Locate the word "heading" in the data below, then copy every line that holds it.

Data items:
■ ■ ■ ■ ■ ■ ■

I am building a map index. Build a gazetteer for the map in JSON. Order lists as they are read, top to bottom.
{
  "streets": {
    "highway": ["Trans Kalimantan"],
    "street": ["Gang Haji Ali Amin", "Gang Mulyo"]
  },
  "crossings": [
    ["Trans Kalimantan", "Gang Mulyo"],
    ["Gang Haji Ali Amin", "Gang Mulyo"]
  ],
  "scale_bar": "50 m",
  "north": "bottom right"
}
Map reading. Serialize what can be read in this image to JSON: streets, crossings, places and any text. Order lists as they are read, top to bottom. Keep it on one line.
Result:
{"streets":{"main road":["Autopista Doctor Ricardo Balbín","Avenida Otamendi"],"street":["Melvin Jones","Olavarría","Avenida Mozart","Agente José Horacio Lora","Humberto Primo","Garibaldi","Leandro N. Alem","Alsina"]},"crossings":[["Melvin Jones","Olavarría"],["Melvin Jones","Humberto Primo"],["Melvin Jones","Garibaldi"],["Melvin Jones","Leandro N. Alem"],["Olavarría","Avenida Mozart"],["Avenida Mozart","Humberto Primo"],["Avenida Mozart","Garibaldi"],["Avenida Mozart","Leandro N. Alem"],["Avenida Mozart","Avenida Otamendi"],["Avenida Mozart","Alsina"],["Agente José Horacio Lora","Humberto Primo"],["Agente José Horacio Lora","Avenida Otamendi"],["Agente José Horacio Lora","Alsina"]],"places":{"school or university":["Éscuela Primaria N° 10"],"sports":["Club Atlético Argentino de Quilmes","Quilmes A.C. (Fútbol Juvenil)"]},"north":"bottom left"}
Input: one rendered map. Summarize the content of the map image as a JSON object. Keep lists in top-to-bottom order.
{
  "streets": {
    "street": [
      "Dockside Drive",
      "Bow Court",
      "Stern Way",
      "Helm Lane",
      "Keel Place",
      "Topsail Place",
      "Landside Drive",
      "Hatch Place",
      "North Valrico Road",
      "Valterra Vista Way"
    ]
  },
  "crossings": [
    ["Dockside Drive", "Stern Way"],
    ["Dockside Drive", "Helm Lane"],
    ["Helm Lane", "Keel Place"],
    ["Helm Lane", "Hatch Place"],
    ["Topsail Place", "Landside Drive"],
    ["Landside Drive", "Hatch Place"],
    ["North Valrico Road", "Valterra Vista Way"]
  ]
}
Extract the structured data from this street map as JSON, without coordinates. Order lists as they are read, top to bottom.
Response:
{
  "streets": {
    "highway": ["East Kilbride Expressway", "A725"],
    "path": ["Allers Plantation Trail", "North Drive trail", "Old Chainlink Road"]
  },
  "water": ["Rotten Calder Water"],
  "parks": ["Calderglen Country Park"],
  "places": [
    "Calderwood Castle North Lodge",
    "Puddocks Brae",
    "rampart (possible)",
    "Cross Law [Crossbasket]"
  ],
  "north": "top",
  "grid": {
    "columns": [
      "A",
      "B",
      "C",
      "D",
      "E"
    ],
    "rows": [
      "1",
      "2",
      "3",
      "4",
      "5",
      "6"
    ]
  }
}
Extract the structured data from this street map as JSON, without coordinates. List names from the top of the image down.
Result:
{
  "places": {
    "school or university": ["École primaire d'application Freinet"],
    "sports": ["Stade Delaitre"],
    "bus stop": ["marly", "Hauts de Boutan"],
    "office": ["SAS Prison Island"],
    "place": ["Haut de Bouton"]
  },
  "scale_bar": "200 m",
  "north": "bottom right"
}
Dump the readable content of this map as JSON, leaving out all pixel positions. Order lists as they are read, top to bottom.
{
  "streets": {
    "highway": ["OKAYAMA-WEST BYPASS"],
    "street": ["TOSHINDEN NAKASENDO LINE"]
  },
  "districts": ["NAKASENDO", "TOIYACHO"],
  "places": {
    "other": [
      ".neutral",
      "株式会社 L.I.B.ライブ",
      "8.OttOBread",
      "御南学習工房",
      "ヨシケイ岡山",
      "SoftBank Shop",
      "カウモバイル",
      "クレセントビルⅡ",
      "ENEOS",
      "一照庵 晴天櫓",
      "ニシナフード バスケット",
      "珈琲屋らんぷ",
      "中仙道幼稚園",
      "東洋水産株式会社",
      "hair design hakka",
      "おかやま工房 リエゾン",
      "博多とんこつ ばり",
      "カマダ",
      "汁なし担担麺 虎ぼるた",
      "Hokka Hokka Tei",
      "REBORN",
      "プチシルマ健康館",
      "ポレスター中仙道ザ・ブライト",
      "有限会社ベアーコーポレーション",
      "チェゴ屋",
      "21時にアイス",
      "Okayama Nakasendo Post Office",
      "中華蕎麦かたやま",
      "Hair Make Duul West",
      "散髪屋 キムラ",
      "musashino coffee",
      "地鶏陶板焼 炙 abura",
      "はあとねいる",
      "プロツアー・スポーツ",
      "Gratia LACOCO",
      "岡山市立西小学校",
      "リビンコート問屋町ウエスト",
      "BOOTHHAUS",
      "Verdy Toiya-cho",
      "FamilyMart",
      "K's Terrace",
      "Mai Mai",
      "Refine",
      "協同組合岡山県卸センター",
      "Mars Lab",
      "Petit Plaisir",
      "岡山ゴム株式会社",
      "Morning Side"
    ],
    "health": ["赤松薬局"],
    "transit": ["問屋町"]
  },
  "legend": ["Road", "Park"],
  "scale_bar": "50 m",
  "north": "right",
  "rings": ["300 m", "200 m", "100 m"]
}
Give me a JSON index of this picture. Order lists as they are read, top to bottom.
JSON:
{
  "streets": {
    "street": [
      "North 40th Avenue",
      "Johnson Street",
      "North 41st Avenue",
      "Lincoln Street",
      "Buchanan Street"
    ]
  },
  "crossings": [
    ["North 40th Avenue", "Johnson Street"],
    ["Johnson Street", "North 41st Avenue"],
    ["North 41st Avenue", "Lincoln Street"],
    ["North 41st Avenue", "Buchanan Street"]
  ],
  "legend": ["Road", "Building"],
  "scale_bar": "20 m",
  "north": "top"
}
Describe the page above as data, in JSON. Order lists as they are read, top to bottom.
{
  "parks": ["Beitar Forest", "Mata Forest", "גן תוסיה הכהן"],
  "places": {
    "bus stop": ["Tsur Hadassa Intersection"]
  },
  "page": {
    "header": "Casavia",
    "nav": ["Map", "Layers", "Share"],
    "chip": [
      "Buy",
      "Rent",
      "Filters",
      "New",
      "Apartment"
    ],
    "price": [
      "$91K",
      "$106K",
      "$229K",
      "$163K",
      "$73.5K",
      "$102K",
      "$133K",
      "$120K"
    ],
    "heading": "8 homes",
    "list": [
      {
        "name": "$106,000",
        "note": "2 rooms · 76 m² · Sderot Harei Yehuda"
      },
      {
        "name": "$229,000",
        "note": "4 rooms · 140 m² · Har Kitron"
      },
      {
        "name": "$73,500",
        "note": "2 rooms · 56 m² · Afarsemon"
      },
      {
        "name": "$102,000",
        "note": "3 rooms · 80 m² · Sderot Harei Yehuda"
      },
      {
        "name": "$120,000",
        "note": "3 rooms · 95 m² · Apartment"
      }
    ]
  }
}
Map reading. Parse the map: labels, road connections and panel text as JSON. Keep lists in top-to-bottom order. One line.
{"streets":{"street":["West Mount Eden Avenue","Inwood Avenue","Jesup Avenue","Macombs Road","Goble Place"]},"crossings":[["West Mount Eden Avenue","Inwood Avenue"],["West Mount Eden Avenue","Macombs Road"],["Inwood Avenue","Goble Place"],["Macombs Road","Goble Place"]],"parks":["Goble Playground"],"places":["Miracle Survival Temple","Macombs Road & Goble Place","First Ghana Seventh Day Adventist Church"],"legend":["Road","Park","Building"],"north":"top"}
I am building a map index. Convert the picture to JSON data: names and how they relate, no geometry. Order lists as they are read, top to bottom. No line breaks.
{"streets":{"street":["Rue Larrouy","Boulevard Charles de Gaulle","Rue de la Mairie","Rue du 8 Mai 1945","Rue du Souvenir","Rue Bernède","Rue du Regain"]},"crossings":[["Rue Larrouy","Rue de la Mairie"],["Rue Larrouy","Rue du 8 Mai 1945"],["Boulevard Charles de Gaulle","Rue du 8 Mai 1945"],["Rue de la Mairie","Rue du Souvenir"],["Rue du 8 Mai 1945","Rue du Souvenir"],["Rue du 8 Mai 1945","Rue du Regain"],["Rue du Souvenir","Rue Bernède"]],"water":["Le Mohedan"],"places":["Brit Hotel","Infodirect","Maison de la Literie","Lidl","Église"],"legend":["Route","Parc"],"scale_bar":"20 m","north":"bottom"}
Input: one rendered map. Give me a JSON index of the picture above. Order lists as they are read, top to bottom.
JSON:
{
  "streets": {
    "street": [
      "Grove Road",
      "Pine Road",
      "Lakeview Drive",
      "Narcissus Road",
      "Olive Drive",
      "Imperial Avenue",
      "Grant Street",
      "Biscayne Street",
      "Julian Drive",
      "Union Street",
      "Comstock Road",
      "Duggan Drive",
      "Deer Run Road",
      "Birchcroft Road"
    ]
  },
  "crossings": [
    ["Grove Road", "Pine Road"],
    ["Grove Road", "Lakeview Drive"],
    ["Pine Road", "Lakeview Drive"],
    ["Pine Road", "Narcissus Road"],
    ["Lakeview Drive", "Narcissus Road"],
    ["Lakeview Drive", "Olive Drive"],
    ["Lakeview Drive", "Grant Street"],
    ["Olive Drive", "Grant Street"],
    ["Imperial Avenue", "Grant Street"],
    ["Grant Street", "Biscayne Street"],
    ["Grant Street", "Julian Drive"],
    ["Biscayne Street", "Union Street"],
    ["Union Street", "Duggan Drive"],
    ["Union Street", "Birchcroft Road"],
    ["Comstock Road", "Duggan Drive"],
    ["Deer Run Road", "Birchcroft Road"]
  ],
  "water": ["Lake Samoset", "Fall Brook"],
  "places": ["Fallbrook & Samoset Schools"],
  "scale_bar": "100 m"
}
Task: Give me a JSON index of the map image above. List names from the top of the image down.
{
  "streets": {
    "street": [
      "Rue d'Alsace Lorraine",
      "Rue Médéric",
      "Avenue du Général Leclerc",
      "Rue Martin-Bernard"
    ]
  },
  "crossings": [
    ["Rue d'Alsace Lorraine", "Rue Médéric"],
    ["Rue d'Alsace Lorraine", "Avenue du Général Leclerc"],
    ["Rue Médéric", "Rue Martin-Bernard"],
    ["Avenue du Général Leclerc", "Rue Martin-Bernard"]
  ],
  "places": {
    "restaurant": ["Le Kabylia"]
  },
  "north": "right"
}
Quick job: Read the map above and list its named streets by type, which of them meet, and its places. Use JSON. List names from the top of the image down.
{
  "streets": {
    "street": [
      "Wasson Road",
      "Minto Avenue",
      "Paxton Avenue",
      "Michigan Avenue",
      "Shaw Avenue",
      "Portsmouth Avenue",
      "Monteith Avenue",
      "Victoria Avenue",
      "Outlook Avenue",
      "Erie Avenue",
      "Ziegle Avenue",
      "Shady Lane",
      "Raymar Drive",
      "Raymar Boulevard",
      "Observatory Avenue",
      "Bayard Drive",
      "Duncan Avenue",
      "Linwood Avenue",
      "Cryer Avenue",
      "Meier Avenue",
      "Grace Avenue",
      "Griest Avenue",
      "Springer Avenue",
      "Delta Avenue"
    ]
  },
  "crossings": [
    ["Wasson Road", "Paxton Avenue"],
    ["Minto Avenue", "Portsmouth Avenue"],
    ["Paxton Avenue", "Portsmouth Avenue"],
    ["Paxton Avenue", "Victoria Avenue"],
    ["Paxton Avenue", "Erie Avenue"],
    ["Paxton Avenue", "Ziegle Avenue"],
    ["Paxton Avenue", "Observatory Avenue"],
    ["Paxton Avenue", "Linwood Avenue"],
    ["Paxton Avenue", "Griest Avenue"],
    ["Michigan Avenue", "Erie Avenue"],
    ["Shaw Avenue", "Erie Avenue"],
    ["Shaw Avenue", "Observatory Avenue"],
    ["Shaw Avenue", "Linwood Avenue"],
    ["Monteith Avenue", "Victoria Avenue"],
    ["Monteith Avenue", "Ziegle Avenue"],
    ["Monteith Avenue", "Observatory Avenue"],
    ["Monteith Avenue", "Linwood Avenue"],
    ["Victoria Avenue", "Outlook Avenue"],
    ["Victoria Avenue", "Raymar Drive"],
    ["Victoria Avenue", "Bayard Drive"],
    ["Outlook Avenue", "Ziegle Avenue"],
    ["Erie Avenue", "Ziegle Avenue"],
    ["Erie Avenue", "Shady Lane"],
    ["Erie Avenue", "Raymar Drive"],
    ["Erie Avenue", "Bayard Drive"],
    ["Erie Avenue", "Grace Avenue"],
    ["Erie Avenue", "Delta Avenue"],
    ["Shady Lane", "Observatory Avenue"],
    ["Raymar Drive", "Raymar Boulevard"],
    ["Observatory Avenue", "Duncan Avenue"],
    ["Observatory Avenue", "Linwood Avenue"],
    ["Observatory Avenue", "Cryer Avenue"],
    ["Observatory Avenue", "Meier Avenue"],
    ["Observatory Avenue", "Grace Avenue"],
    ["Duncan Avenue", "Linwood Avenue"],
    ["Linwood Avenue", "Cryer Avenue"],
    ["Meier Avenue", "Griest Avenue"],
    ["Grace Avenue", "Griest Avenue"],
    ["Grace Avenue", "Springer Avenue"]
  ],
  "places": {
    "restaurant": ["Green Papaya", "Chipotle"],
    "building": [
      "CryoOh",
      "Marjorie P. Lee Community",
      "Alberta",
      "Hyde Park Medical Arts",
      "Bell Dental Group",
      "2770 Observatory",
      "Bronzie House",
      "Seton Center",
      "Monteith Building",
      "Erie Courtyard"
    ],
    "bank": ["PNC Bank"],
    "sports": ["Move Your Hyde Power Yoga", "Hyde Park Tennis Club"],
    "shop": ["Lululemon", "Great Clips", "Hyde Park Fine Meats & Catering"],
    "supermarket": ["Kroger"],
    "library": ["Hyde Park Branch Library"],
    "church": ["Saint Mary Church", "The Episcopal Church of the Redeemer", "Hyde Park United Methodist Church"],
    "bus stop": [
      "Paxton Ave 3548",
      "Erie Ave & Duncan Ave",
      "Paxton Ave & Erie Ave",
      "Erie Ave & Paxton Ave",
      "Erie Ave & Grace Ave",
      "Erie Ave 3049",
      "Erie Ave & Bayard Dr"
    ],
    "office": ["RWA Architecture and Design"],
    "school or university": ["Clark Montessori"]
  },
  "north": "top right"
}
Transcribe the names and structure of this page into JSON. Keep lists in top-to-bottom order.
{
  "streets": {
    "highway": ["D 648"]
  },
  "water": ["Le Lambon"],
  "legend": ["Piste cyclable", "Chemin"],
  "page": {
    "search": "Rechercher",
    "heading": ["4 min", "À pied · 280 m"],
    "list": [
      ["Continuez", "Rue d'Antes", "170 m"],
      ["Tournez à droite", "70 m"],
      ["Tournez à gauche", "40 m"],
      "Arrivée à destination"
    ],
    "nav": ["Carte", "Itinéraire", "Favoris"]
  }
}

■ ■ ■ ■ ■ ■ ■

## ANSWER SPACE
    "heading": "8 homes",
    "heading": ["4 min", "À pied · 280 m"],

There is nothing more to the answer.